When delete_var is called, a local allocation will be deallocated using the DataType's deallocator, and an extern allocation will simply be unregistered. The memory manager's destructor will deallocate all local allocations.

Each AllocInfo contains the name, DataType, starting address, and size of the allocation. This means that given an address, the memory manager can locate the allocation that contains it, and then use its DataType to figure out the exact name of the variable at that location.


DataType

The DataType is the base class of a hierarchy of types that can be composed to represent all types. Each data type has a size, string representation, and an allocator and deallocator for the type. Subclasses hold information and operations specific to their own structure.

  • Types that represent a literal (string, primitive) have the ability to get or set a value given an address.
  • CompositeDataType has a map of its member's members, including member name, DataType*, and offset of each.
  • ArrayDataType has the number and DataType* of it's elements, from which it can calculate the offset of each.

Some DataType subtypes need to take the type they are representing as a template parameter

C++ does not allow for a virtual templated function, which is necessary for implementing visitor algorithms, so these must inherit from a non-templated class that introduces the specialized interface.


Algorithms over DataTypes

In order to write effective algorithms over DataTypes, you must have access to the subclass's interface.

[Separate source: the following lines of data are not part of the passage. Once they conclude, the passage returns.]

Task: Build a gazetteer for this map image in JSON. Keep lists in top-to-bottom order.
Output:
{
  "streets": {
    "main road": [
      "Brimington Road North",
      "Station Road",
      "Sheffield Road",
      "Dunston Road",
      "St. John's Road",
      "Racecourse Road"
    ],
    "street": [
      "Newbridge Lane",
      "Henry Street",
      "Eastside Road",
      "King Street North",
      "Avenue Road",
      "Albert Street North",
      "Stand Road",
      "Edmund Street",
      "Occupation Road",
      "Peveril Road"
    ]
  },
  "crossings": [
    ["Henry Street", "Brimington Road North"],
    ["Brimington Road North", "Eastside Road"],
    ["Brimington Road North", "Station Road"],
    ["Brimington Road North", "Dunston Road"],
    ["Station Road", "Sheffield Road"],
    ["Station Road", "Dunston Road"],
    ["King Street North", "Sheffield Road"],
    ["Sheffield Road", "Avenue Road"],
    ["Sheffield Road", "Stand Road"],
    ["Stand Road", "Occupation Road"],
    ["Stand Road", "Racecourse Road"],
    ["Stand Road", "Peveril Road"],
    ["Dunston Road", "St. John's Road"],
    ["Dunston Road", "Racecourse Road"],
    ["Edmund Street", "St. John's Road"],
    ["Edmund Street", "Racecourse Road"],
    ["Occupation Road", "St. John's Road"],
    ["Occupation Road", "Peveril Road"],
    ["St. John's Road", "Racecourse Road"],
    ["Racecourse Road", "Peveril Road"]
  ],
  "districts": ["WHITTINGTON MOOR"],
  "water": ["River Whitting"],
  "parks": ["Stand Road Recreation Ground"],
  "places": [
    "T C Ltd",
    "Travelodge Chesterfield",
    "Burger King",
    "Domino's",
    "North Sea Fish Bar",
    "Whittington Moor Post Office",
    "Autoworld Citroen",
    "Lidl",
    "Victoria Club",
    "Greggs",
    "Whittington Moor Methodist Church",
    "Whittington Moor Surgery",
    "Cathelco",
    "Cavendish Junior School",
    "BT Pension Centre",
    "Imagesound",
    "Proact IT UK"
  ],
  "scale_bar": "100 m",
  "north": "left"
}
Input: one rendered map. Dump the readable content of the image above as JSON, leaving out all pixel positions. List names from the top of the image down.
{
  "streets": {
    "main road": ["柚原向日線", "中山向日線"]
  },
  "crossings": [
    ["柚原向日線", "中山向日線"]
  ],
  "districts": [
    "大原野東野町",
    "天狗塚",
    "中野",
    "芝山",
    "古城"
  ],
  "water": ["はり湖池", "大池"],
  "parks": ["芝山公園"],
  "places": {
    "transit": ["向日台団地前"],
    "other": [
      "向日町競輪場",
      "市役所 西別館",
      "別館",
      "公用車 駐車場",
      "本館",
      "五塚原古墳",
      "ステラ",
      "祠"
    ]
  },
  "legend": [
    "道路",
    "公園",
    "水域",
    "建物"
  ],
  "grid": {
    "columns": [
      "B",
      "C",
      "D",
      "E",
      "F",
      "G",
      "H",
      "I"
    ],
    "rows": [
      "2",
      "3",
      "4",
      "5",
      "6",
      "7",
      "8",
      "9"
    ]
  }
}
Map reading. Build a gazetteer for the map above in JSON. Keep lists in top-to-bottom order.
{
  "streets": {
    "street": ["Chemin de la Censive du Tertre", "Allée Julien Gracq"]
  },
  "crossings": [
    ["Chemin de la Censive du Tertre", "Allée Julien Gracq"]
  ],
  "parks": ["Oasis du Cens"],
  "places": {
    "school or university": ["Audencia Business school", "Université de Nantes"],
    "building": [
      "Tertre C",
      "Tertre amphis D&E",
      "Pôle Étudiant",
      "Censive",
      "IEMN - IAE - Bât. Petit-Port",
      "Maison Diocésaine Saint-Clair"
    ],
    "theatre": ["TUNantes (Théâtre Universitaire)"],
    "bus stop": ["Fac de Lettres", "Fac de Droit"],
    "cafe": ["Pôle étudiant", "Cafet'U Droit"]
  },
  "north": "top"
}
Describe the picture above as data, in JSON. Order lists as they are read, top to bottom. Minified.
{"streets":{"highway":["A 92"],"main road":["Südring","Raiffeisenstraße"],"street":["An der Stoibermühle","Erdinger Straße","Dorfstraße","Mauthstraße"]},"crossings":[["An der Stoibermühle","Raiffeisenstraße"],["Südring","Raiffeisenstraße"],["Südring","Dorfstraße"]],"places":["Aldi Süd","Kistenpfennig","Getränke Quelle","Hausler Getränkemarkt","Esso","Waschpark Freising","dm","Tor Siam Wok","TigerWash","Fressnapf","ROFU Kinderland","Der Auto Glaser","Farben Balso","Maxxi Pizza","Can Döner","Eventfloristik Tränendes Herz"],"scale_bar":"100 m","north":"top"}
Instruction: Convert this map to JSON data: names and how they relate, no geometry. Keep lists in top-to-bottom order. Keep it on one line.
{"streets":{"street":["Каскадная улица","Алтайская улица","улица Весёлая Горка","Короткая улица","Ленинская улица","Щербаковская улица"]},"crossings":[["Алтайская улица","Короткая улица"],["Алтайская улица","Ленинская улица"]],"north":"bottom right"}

This is accomplished by implementing a visitor pattern with double dispatch.

The DataType interface has this method to accept a visitor:

bool DataType::accept (DataTypeVisitor* visitor);

The DataTypeVisitor interface has specialized functions for each visitiable DataType subclass:

virtual bool visitPrimitiveDataType(const PrimitiveDataType* node) = 0;
virtual bool visitEnumeratedType(const EnumDataType* node) = 0;
virtual bool visitCompositeType(const CompositeDataType* node) = 0;
virtual bool visitArrayType(const ArrayDataType* node) = 0;
virtual bool visitPointerType(const PointerDataType* node) = 0;
virtual bool visitStringType (const StringDataType* node) = 0;
virtual bool visitSequenceType(const SequenceDataType* node) = 0;

Each visitable DataType implements the accept method by passing its this pointer into the appropriate visitor method, such as:

bool CompositeDataType::accept (DataTypeVisitor * visitor) const {
return visitor->visitCompositeType(this);
}

Using this method, a Visitor class can traverse the DataType tree without having to use dynamic_cast.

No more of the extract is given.